* _About this task_
When a line in the listing contains the string "above", pick it out and copy it.

++++++++

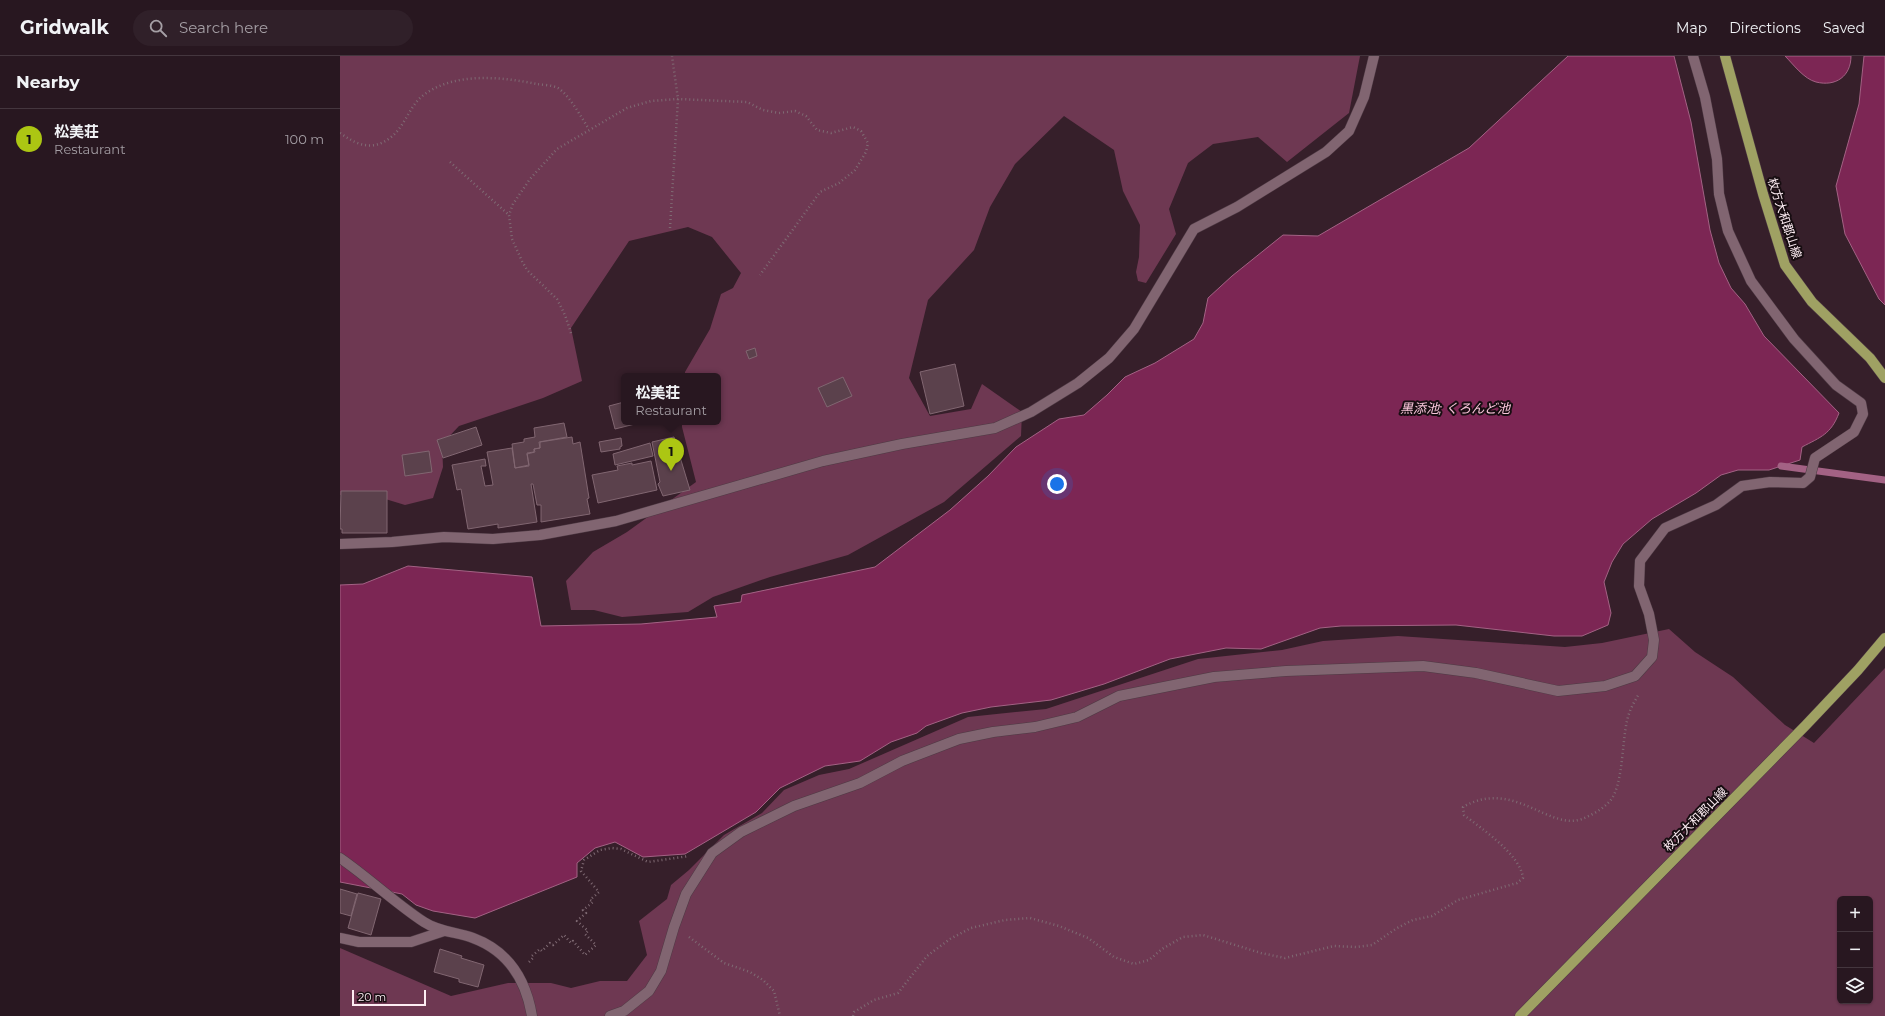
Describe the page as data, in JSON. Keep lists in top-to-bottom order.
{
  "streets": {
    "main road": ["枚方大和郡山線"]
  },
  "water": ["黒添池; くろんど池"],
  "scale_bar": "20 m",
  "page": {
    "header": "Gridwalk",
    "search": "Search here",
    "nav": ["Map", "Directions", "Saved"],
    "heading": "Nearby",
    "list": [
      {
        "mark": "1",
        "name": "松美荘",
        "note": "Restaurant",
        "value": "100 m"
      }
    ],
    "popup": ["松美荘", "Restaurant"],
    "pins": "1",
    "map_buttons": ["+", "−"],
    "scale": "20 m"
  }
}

++++++++

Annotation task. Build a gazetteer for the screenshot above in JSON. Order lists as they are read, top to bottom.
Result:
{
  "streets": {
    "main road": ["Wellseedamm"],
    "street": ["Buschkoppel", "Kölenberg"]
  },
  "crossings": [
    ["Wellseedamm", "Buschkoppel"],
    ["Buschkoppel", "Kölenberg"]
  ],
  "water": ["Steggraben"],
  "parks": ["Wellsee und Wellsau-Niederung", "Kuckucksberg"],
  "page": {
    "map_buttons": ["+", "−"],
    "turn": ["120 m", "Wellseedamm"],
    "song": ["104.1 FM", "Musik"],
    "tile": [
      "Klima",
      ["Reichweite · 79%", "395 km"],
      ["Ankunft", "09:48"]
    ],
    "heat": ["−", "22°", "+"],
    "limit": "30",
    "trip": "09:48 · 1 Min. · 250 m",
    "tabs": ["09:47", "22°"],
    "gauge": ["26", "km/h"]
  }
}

++++++++

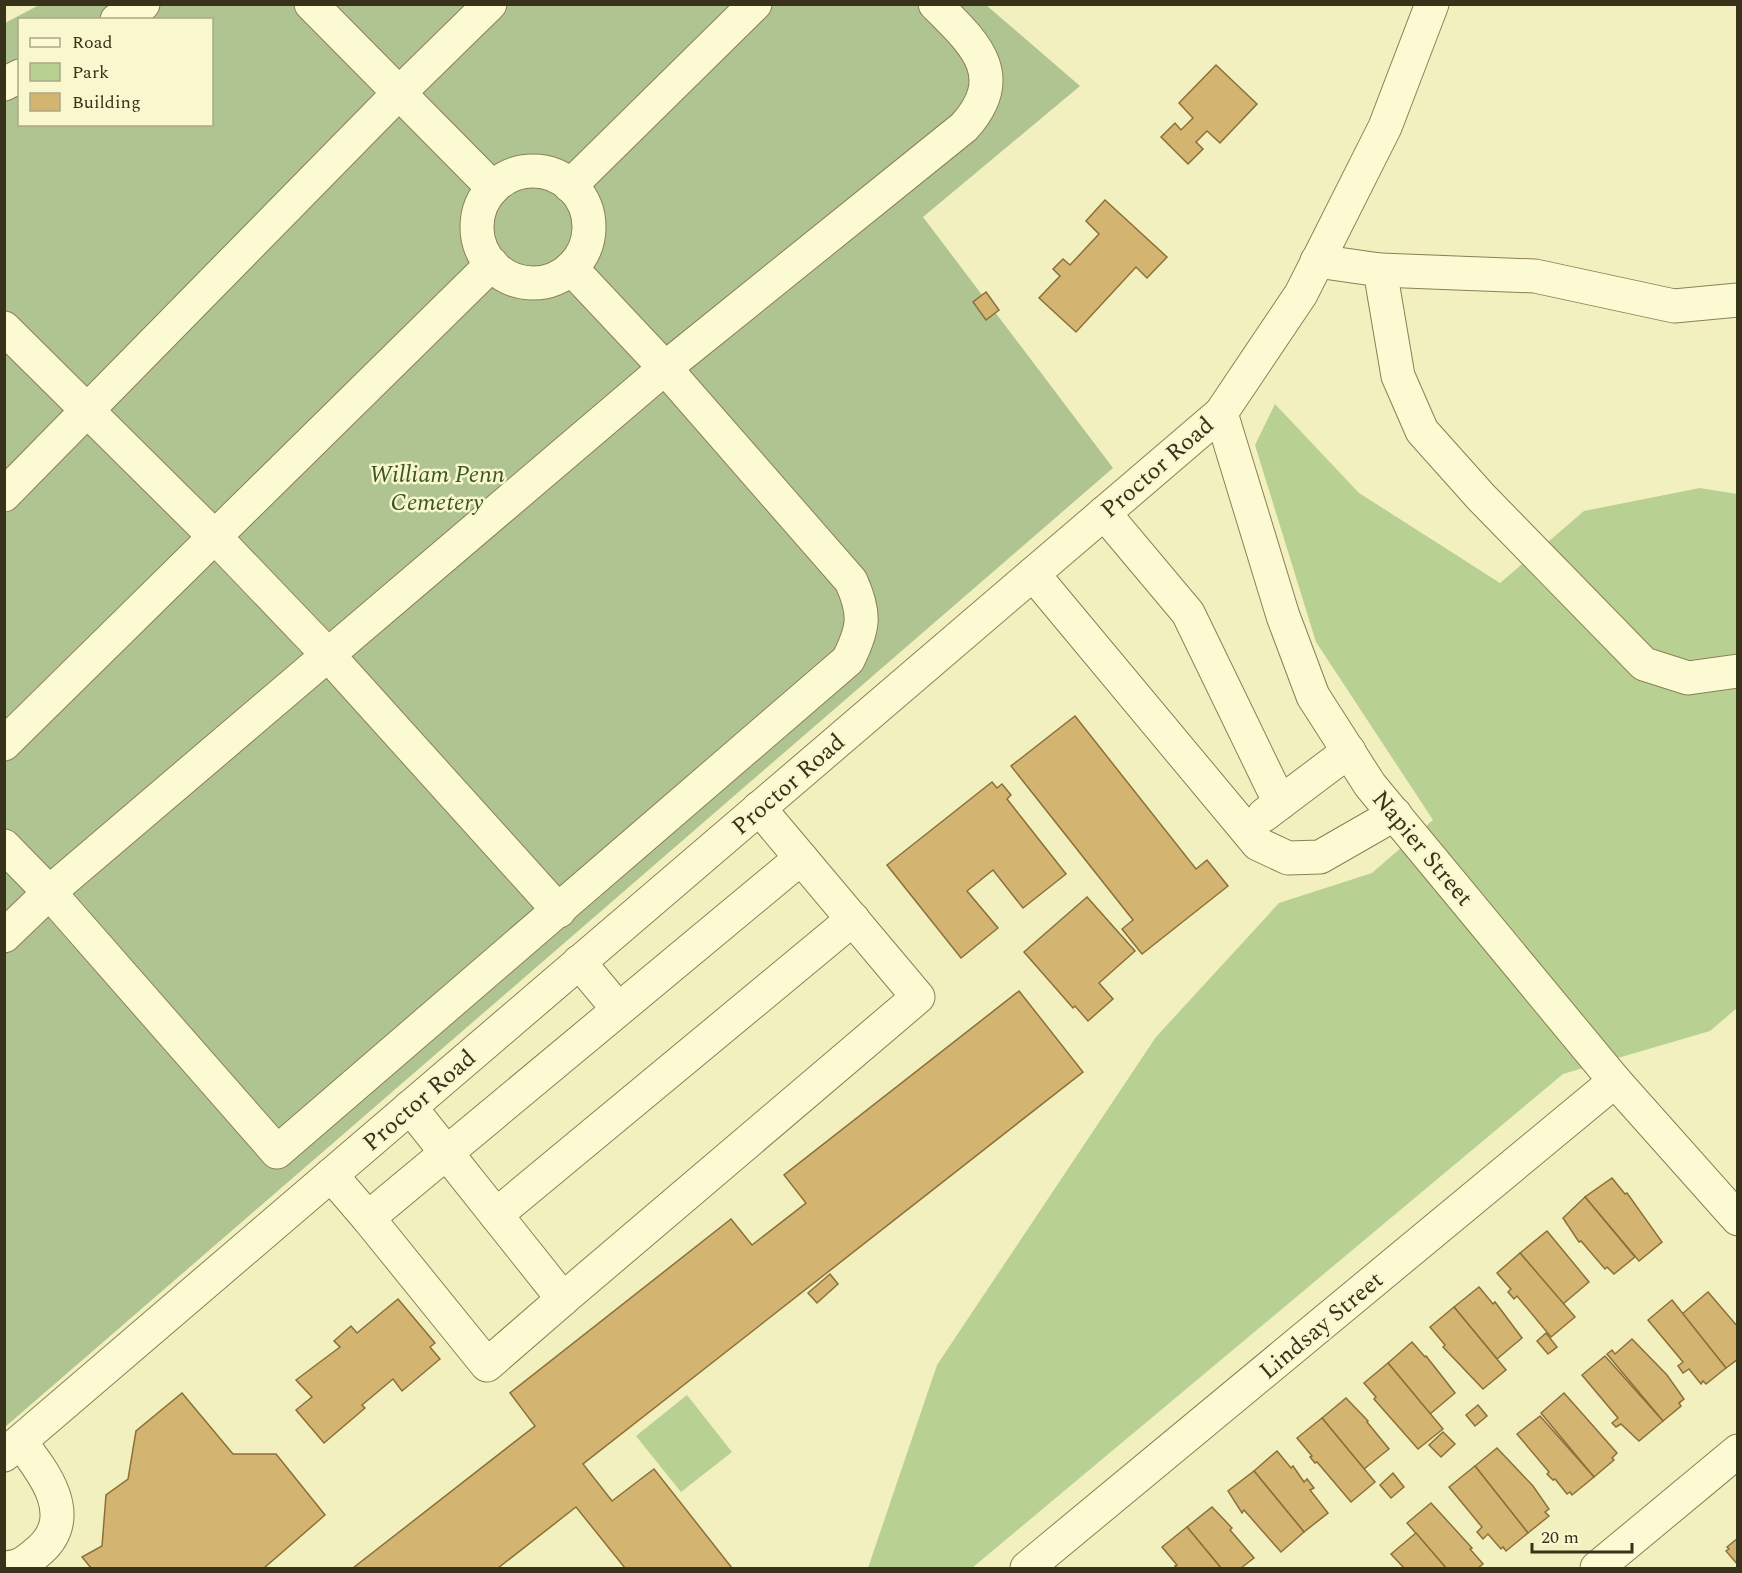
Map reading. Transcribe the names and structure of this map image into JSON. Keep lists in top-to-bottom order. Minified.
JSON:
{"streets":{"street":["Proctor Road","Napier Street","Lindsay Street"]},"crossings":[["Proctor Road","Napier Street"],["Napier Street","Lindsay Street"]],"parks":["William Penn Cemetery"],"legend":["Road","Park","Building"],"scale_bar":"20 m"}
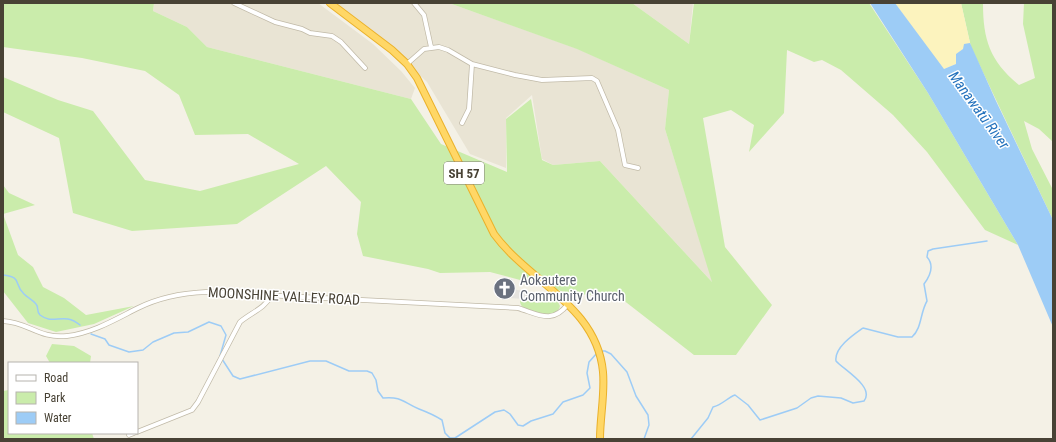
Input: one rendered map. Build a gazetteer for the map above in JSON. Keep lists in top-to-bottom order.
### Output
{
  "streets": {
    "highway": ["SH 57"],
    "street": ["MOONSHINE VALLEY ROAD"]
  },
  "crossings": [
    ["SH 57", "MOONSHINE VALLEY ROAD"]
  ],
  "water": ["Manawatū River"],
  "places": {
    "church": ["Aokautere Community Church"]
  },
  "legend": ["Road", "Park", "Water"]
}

++++++++

* _Written answer_
Annotation task. Build a gazetteer for the screenshot above in JSON. Order lists as they are read, top to bottom.
Input: one rendered map. Build a gazetteer for the map above in JSON. Keep lists in top-to-bottom order.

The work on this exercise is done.